* _Stored dataset items_
+ + +
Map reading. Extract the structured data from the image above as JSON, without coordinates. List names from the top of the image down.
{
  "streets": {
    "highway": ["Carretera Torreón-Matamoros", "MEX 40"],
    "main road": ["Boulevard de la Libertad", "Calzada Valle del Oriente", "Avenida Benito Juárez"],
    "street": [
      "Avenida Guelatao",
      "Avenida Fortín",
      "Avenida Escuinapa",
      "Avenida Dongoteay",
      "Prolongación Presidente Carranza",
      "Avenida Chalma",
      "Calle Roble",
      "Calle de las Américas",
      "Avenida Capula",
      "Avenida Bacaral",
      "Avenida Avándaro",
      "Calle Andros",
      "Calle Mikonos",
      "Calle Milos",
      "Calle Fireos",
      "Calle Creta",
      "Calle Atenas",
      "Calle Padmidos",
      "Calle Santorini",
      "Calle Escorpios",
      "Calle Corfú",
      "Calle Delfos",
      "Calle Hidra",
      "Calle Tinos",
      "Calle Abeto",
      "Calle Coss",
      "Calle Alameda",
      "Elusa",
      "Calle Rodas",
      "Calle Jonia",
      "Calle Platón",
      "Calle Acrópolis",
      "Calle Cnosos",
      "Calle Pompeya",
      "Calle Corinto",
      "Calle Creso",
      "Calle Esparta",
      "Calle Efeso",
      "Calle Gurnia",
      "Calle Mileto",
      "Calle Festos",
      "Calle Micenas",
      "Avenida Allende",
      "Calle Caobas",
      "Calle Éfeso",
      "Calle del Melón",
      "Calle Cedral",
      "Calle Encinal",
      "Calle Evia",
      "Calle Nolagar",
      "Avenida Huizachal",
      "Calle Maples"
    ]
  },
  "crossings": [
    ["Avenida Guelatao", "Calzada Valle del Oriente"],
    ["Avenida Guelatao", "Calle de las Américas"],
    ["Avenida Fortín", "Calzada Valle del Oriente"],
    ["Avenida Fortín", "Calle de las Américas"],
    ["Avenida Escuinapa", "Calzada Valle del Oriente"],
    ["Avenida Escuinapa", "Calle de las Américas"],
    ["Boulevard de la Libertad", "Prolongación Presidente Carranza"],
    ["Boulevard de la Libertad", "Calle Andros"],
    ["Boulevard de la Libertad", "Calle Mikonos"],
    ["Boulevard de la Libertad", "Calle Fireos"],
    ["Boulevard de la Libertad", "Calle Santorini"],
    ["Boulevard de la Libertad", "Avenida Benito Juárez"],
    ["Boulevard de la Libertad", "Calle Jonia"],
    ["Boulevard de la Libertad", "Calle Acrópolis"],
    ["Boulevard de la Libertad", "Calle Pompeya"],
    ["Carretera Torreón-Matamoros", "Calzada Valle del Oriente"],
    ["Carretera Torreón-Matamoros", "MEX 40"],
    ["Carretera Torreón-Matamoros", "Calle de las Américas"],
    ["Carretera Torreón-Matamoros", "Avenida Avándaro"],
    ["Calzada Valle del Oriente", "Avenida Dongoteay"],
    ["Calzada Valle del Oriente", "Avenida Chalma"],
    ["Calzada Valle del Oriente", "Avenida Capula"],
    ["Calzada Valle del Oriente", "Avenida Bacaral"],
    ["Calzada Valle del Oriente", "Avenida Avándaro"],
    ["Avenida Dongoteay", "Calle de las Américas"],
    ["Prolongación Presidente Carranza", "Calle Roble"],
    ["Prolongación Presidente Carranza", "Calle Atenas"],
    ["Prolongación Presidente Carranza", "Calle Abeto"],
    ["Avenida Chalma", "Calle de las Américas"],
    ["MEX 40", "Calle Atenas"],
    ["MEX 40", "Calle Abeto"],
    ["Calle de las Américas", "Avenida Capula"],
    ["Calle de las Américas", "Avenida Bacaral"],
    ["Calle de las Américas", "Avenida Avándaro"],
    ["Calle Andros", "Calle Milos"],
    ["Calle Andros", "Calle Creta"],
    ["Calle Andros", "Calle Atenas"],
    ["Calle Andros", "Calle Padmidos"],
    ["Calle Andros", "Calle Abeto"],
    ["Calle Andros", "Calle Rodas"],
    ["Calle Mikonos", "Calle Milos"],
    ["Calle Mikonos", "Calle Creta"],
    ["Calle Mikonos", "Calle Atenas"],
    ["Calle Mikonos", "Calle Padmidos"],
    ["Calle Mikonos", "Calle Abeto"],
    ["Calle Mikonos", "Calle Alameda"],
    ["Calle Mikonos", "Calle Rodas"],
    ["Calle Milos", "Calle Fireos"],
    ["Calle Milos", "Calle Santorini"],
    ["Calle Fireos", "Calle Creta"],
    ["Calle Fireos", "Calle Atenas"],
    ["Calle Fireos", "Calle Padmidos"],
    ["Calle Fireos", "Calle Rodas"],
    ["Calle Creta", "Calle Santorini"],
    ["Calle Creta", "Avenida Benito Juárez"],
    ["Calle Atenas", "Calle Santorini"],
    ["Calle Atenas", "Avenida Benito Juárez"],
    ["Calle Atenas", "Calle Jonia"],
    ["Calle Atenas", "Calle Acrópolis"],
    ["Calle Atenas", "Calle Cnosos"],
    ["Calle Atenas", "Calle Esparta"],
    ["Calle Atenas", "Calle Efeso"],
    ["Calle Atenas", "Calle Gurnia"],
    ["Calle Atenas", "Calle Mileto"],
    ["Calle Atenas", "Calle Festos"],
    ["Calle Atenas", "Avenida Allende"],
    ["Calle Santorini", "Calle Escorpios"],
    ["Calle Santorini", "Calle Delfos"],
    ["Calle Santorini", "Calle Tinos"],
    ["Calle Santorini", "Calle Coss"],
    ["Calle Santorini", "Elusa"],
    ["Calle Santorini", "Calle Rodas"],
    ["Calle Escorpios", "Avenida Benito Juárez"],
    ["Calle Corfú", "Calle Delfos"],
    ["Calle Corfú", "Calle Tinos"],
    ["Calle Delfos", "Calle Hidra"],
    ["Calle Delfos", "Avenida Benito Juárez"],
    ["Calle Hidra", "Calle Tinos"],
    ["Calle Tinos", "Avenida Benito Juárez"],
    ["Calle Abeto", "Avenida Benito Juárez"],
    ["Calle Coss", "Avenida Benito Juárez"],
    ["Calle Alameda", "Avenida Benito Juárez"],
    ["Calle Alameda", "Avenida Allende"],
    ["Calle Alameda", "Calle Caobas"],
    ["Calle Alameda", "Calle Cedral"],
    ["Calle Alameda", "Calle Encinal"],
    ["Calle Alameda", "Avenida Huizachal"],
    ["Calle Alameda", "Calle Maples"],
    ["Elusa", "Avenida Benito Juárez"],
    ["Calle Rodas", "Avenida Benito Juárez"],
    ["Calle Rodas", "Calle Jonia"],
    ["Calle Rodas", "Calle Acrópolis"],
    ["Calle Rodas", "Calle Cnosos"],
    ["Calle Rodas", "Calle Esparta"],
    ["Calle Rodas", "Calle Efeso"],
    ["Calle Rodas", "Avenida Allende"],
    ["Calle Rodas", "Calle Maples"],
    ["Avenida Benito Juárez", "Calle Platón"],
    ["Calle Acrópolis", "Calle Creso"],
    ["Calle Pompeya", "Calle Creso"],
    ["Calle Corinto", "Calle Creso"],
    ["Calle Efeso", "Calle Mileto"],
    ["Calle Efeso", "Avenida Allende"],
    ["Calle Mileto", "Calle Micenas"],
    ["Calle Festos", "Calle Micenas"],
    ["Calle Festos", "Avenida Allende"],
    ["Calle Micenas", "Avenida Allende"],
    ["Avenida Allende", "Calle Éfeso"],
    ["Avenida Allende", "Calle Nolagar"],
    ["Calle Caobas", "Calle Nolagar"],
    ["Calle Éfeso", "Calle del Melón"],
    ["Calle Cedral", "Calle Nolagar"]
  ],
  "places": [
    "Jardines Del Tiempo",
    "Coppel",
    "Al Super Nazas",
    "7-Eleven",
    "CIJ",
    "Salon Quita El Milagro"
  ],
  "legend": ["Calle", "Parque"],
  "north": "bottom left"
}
+ + +
Work out how many lines of the records contain the word "Cnosos", and give only that number.

* _Solution to the exercise_
3